Stored items from a collection:
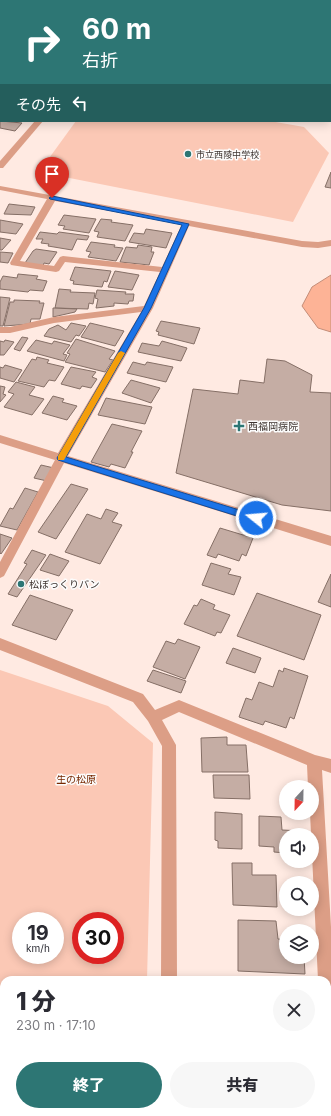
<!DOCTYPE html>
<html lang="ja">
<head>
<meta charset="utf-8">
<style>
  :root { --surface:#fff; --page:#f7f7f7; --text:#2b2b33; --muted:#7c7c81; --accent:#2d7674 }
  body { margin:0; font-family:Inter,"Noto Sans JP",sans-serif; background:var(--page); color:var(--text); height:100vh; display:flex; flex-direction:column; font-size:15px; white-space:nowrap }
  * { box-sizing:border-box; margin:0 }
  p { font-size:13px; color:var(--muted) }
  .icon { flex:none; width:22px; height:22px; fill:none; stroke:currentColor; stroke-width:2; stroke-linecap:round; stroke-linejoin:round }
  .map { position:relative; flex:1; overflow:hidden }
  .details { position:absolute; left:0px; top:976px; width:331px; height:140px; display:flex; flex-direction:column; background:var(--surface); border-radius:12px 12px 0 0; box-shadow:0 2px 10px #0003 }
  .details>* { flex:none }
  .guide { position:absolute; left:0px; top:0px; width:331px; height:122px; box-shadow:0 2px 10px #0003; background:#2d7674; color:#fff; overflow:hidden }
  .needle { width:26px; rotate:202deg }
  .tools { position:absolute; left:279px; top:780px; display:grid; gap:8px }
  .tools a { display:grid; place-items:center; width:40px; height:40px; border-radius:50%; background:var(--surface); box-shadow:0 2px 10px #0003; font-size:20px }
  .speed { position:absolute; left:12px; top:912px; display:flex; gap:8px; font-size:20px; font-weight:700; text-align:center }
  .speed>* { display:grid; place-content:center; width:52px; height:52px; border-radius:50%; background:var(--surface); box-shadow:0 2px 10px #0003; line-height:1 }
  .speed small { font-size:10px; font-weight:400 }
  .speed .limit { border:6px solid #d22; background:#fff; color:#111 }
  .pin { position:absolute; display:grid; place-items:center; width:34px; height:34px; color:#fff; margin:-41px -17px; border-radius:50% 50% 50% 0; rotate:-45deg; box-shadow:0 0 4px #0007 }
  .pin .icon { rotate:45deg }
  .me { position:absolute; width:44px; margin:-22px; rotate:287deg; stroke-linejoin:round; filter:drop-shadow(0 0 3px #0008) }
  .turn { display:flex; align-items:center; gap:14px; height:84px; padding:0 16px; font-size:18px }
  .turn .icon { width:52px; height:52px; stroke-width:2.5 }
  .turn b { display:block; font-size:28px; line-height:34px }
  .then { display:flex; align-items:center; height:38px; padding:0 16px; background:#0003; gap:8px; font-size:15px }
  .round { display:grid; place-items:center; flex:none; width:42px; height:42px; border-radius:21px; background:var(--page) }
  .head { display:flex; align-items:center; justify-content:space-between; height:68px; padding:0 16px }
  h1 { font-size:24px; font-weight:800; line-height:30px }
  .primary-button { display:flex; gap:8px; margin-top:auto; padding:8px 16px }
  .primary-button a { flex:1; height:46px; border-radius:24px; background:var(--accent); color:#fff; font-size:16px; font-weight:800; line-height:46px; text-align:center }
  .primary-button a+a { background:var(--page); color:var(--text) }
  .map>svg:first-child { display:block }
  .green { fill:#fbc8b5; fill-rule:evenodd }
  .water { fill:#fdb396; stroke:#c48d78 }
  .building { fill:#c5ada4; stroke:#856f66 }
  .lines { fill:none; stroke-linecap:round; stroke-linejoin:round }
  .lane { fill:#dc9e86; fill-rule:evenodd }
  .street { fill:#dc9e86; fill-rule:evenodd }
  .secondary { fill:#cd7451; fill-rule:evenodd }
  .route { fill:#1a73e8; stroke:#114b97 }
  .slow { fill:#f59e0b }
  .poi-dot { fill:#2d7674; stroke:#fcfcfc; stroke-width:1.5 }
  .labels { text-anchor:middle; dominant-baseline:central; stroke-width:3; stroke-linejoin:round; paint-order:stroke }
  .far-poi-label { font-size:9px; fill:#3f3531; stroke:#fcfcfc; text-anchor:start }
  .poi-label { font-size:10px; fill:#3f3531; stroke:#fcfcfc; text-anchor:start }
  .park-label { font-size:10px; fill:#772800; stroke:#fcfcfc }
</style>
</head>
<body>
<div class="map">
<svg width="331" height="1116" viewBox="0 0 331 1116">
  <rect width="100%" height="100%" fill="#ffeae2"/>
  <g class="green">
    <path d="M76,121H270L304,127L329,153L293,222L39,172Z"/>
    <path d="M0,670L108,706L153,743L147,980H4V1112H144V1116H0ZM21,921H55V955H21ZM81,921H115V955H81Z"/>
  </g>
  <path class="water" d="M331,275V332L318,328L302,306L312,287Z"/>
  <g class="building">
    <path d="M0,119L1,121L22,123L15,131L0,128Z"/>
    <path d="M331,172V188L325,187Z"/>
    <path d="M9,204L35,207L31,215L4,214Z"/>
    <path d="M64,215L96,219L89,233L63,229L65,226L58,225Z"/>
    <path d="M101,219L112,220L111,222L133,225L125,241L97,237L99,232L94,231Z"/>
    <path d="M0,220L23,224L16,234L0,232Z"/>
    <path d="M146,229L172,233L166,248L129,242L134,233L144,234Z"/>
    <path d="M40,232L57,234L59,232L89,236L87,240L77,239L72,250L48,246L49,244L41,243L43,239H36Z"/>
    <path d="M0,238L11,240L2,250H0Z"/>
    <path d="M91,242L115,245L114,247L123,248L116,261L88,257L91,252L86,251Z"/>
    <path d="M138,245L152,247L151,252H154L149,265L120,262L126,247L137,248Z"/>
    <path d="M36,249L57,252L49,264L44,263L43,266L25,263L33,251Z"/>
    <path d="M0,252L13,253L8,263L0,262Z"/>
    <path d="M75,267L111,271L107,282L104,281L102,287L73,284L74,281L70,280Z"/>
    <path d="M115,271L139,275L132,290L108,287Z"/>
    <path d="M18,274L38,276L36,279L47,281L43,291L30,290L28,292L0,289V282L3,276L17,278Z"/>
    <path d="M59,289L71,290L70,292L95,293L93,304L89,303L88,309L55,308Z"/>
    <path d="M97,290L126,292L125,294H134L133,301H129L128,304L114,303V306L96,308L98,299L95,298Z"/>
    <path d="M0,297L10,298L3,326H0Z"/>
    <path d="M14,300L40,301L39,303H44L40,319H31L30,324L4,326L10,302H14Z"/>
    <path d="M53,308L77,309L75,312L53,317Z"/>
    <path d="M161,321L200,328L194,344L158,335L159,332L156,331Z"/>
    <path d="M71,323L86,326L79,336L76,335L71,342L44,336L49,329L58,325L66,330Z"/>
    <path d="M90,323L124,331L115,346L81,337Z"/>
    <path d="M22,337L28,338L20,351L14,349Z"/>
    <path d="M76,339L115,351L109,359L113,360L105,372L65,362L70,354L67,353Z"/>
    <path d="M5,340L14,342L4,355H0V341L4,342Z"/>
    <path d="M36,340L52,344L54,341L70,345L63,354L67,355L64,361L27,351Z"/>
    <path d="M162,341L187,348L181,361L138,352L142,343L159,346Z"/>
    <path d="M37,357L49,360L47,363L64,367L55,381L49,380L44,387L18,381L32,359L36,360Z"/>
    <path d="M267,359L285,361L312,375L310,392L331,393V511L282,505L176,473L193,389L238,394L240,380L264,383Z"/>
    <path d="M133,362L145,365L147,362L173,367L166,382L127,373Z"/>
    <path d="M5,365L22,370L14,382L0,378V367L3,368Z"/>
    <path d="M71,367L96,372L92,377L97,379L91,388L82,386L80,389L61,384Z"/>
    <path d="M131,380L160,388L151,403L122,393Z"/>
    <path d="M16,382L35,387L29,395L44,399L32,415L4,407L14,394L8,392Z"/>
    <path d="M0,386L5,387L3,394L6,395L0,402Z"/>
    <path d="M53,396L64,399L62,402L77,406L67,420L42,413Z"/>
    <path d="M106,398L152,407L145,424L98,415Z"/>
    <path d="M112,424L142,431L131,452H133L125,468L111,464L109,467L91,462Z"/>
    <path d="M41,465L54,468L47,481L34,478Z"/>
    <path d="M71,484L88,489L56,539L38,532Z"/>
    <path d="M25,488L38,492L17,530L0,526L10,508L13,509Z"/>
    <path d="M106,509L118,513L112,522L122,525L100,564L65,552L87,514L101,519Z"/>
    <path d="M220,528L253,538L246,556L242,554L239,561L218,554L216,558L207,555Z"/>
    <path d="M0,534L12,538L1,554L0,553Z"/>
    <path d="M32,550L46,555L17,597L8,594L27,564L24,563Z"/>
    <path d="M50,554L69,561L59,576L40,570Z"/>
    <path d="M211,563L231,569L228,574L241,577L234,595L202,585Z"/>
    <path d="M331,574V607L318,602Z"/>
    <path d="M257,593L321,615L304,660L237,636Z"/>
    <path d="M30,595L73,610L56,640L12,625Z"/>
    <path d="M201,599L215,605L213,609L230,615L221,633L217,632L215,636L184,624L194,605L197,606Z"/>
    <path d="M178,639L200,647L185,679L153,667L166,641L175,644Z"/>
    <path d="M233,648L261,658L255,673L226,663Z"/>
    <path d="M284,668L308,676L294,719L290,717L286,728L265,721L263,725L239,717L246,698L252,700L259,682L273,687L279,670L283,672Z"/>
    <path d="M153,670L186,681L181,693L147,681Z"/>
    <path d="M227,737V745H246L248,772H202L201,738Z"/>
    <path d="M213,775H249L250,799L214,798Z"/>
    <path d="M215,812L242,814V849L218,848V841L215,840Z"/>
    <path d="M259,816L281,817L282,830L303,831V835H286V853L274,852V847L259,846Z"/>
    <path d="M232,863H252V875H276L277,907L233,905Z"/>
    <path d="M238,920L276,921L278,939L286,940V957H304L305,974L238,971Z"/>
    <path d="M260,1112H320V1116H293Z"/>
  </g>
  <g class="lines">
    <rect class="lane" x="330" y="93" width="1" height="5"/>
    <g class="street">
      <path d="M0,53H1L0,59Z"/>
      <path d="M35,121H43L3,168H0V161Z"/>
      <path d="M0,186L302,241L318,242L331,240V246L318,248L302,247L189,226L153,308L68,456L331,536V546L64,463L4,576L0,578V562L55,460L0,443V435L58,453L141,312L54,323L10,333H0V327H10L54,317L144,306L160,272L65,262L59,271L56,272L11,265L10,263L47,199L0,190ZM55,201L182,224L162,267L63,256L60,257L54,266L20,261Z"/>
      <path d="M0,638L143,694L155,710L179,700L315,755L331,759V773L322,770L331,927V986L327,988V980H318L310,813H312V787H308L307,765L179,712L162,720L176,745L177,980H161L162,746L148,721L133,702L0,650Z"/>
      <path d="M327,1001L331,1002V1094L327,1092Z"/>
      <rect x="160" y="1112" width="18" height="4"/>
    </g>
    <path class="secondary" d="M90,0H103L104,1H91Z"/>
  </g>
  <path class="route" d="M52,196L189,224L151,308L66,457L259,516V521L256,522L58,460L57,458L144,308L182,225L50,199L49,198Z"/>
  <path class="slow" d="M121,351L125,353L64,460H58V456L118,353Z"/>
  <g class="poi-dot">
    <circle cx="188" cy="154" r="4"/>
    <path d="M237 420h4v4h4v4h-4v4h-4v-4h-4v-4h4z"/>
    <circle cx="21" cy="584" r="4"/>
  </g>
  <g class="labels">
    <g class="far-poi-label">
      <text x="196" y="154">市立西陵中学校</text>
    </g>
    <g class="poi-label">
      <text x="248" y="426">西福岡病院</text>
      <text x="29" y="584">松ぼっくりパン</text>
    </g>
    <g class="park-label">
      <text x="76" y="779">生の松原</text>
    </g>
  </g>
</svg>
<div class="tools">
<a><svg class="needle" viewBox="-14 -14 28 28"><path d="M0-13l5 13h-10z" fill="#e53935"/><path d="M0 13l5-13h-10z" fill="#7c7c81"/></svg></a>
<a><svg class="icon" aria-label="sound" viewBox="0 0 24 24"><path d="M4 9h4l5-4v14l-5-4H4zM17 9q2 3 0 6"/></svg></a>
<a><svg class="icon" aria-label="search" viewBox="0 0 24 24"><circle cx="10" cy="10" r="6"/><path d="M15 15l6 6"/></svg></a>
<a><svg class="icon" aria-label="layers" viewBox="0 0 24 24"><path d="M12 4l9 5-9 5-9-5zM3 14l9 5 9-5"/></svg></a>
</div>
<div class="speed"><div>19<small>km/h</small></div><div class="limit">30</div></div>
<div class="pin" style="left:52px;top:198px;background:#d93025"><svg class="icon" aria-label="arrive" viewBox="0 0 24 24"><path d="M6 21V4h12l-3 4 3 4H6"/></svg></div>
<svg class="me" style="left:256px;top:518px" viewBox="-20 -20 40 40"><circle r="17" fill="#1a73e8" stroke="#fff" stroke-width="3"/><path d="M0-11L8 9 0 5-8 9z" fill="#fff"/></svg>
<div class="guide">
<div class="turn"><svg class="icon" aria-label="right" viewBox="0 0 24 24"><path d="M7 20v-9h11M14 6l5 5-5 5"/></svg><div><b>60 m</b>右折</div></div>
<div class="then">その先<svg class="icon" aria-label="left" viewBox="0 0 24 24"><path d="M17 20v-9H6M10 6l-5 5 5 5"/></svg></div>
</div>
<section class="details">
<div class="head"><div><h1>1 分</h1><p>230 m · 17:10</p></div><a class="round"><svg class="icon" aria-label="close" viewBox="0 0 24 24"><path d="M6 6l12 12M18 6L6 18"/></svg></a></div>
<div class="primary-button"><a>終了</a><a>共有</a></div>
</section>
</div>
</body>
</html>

Task statement. How many lines in the entries include "tools"? Only the number is wanted.

Solution to this task. 3